YOUR ASSIGNMENT ▸ Please show every line in the entries below that includes the word "Pinhalão".

-.-.-

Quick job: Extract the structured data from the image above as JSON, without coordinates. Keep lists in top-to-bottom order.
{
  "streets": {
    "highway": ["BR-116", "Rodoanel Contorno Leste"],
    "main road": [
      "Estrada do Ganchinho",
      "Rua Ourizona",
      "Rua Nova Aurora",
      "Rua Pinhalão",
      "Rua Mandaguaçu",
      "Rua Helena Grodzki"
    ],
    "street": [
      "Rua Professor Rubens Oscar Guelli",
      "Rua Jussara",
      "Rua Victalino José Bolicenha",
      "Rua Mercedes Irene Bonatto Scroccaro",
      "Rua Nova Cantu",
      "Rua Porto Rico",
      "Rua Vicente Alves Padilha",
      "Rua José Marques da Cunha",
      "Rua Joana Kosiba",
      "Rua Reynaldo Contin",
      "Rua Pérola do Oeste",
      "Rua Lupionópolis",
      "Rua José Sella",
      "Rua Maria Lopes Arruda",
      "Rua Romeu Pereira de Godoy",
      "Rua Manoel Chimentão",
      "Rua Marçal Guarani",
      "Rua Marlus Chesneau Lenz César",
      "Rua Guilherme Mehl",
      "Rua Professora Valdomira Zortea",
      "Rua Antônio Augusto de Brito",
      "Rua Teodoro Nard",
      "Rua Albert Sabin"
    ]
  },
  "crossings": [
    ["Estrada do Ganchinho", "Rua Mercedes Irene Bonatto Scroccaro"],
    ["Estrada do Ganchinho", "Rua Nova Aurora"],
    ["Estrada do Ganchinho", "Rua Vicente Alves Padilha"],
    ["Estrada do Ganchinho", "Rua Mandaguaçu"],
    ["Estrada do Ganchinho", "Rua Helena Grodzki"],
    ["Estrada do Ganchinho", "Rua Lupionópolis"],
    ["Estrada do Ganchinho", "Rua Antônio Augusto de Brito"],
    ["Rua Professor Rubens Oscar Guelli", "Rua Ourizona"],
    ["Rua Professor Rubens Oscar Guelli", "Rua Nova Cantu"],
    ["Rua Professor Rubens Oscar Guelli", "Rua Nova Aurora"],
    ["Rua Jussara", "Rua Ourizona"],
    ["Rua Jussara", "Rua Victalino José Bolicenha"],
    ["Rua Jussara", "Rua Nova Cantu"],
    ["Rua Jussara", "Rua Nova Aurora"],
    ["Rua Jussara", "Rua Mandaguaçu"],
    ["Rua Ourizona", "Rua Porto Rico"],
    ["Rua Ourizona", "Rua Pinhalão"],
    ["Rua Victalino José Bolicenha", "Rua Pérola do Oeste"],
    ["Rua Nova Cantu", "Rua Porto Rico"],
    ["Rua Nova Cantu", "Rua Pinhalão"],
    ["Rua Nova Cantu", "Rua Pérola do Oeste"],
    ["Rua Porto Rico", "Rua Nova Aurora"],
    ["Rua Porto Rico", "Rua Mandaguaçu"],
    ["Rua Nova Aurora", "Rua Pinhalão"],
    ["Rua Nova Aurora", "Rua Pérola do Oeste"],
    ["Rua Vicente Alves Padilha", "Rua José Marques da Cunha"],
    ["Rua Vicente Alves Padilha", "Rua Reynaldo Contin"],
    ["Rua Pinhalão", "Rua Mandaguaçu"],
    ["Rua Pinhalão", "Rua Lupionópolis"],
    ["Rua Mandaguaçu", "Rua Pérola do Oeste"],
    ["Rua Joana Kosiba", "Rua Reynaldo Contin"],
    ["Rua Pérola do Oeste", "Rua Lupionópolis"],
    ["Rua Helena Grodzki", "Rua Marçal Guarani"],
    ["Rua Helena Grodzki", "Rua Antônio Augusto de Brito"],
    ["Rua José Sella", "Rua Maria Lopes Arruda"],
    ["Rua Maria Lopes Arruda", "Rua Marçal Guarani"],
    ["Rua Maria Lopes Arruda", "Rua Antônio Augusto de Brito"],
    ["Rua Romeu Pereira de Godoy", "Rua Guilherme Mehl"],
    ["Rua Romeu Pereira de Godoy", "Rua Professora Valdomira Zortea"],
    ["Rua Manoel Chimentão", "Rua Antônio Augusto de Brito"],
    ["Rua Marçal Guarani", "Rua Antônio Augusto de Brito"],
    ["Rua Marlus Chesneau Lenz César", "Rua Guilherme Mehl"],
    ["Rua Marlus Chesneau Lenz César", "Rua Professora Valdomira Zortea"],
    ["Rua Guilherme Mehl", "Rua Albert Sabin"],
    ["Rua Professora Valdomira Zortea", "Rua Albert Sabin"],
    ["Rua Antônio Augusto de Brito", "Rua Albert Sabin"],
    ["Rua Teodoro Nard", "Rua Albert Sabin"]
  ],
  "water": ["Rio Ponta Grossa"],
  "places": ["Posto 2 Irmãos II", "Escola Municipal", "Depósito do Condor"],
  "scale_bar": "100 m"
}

-.-.-

TASK ANSWER ▸
      "Rua Pinhalão",
    ["Rua Ourizona", "Rua Pinhalão"],
    ["Rua Nova Cantu", "Rua Pinhalão"],
    ["Rua Nova Aurora", "Rua Pinhalão"],
    ["Rua Pinhalão", "Rua Mandaguaçu"],
    ["Rua Pinhalão", "Rua Lupionópolis"],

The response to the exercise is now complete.